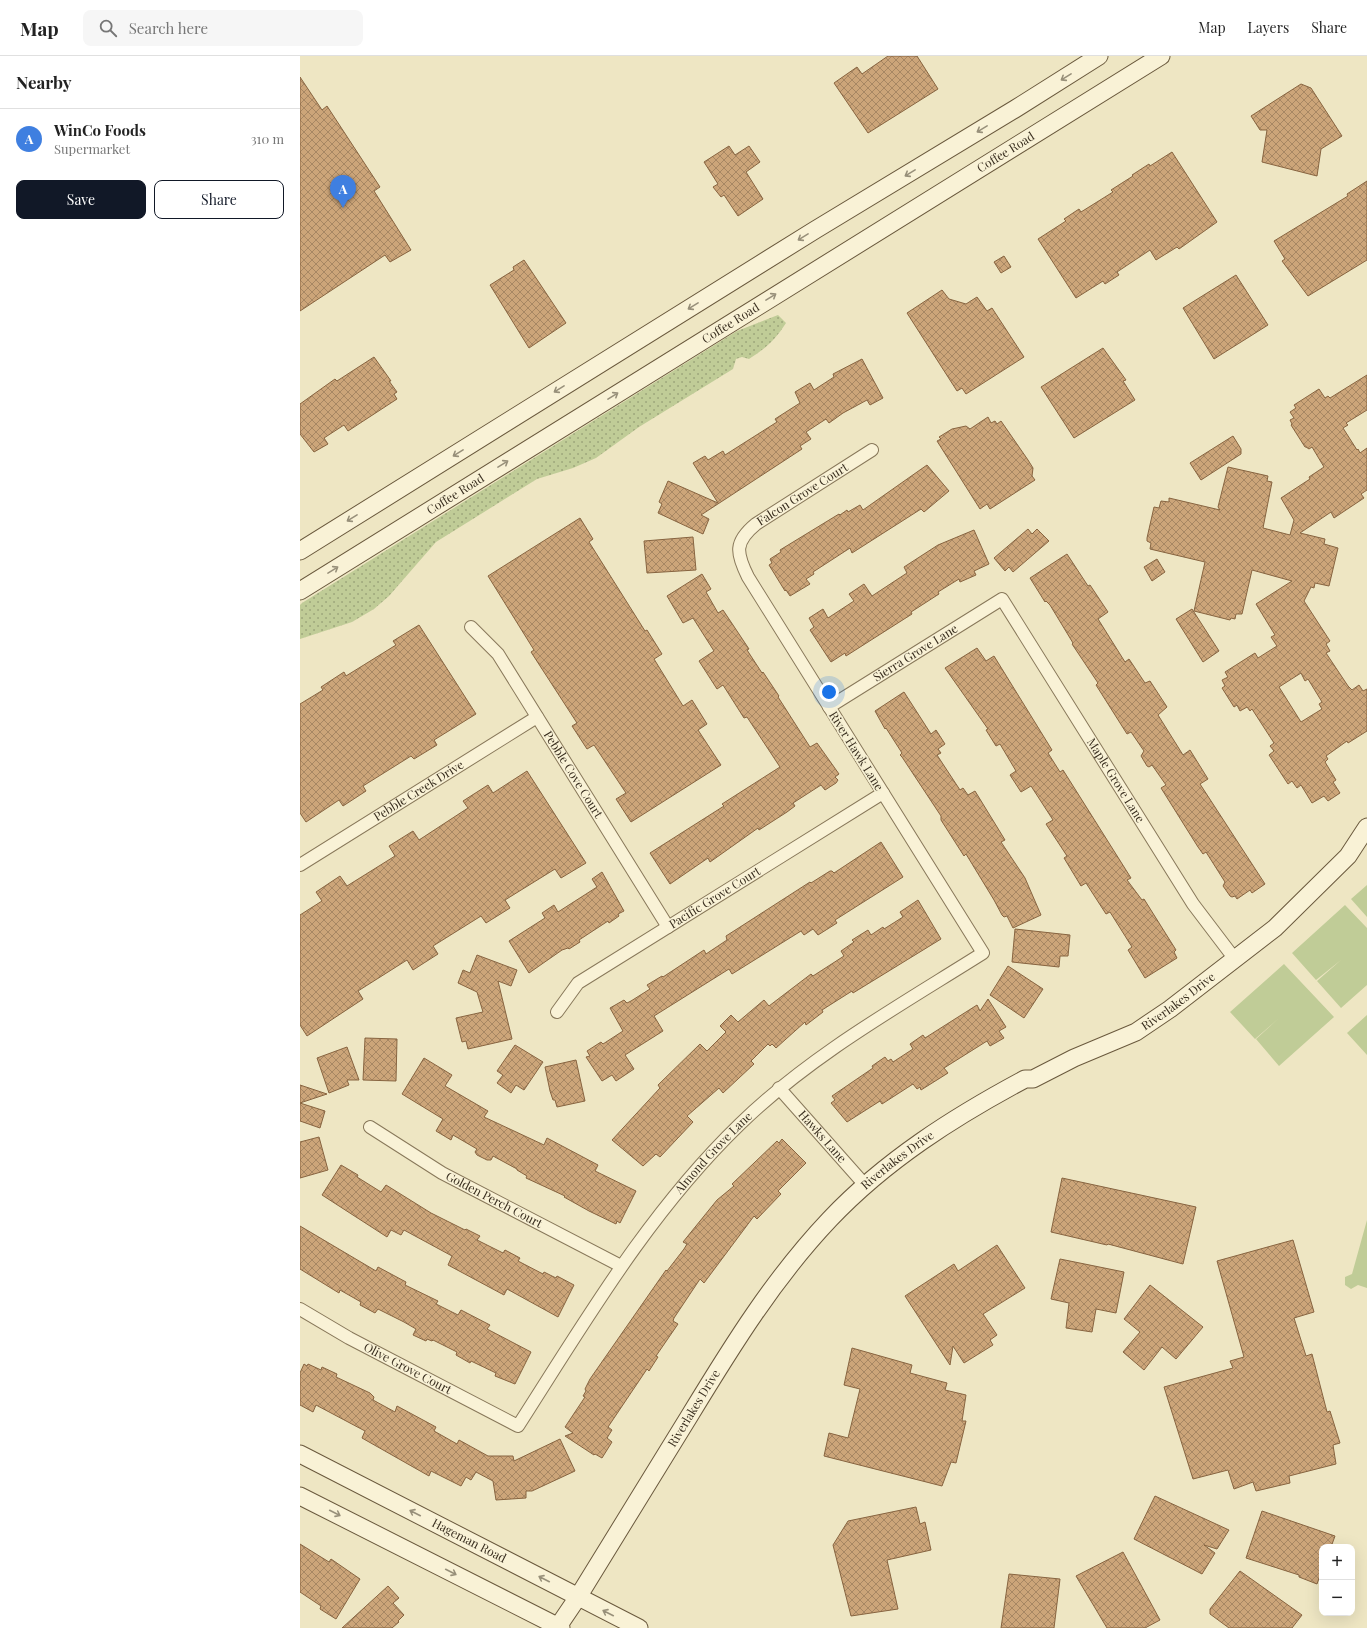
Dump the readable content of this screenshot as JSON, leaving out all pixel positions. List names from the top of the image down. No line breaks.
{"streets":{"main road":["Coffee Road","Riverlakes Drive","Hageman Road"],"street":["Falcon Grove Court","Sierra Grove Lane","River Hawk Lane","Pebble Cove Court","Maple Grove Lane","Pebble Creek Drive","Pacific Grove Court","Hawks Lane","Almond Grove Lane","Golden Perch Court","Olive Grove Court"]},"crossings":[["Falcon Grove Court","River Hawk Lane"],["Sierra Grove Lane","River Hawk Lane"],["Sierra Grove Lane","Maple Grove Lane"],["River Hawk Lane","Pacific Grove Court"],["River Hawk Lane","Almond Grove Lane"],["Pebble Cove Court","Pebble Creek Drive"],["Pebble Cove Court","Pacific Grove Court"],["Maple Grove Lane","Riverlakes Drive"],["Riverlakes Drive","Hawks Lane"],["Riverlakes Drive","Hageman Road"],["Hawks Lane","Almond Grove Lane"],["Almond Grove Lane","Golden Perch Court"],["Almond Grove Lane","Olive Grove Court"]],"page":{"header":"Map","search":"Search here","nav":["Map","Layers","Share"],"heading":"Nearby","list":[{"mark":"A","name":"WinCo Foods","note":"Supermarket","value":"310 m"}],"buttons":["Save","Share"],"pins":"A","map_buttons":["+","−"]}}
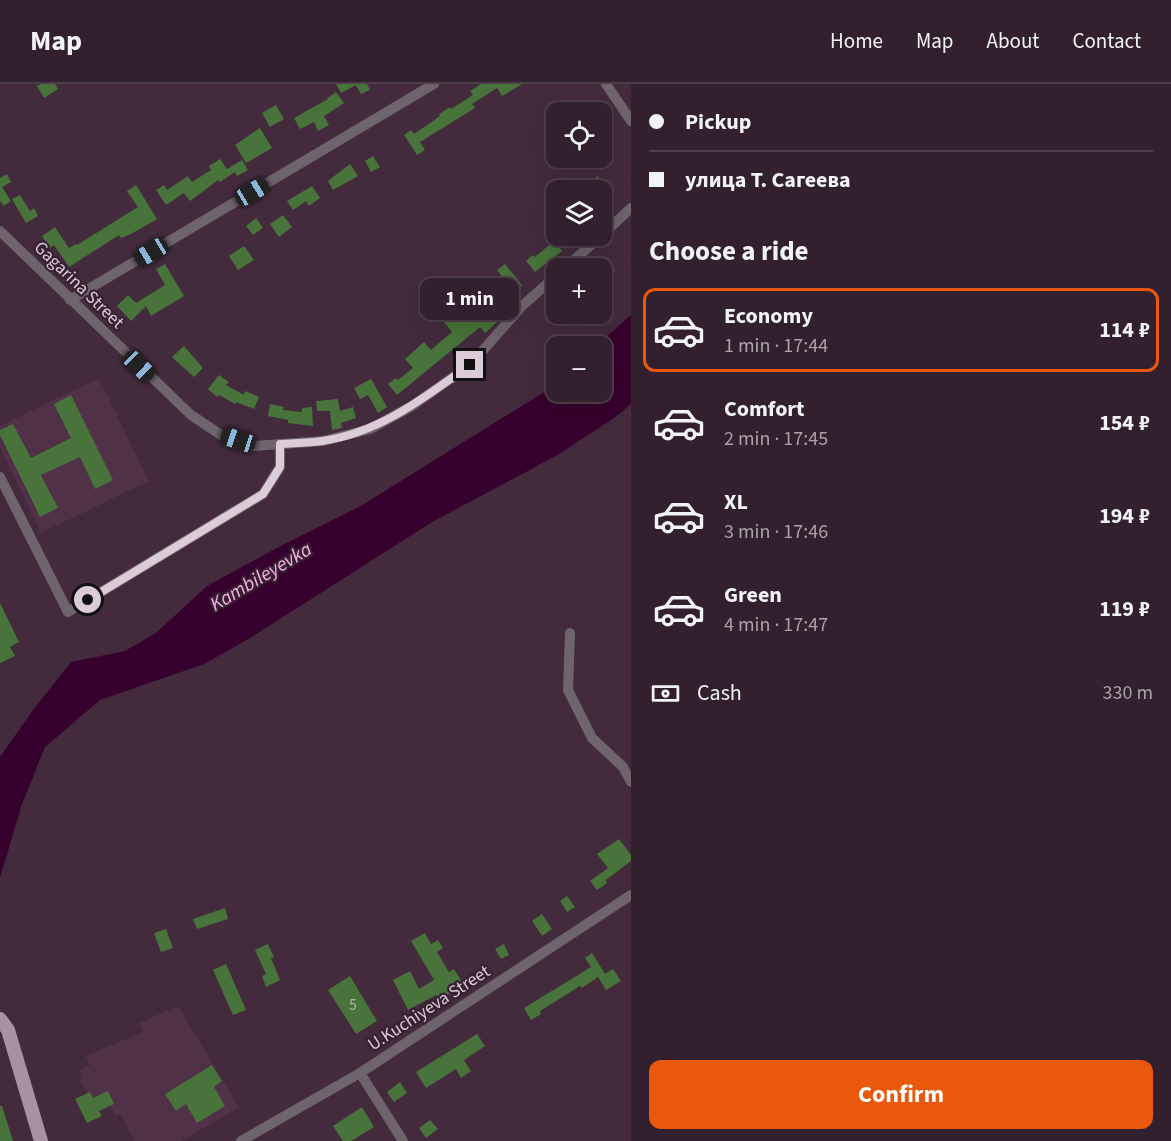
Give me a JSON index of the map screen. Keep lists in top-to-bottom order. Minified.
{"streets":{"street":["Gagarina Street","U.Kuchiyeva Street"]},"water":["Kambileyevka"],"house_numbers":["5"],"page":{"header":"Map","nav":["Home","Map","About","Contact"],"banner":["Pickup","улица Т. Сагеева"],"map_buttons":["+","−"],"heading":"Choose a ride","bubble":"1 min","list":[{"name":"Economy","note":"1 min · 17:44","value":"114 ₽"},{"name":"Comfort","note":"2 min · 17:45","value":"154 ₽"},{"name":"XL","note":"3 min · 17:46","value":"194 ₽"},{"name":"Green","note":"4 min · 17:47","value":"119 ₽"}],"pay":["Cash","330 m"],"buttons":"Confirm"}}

WORK REQUEST: Set down the material exactly, every line of it, except for the pictures.

RESULT:
Dump the readable content of this screenshot as JSON, leaving out all pixel positions. List names from the top of the image down. No line breaks.
{"streets":{"main road":["Coffee Road","Riverlakes Drive","Hageman Road"],"street":["Falcon Grove Court","Sierra Grove Lane","River Hawk Lane","Pebble Cove Court","Maple Grove Lane","Pebble Creek Drive","Pacific Grove Court","Hawks Lane","Almond Grove Lane","Golden Perch Court","Olive Grove Court"]},"crossings":[["Falcon Grove Court","River Hawk Lane"],["Sierra Grove Lane","River Hawk Lane"],["Sierra Grove Lane","Maple Grove Lane"],["River Hawk Lane","Pacific Grove Court"],["River Hawk Lane","Almond Grove Lane"],["Pebble Cove Court","Pebble Creek Drive"],["Pebble Cove Court","Pacific Grove Court"],["Maple Grove Lane","Riverlakes Drive"],["Riverlakes Drive","Hawks Lane"],["Riverlakes Drive","Hageman Road"],["Hawks Lane","Almond Grove Lane"],["Almond Grove Lane","Golden Perch Court"],["Almond Grove Lane","Olive Grove Court"]],"page":{"header":"Map","search":"Search here","nav":["Map","Layers","Share"],"heading":"Nearby","list":[{"mark":"A","name":"WinCo Foods","note":"Supermarket","value":"310 m"}],"buttons":["Save","Share"],"pins":"A","map_buttons":["+","−"]}}
Give me a JSON index of the map screen. Keep lists in top-to-bottom order. Minified.
{"streets":{"street":["Gagarina Street","U.Kuchiyeva Street"]},"water":["Kambileyevka"],"house_numbers":["5"],"page":{"header":"Map","nav":["Home","Map","About","Contact"],"banner":["Pickup","улица Т. Сагеева"],"map_buttons":["+","−"],"heading":"Choose a ride","bubble":"1 min","list":[{"name":"Economy","note":"1 min · 17:44","value":"114 ₽"},{"name":"Comfort","note":"2 min · 17:45","value":"154 ₽"},{"name":"XL","note":"3 min · 17:46","value":"194 ₽"},{"name":"Green","note":"4 min · 17:47","value":"119 ₽"}],"pay":["Cash","330 m"],"buttons":"Confirm"}}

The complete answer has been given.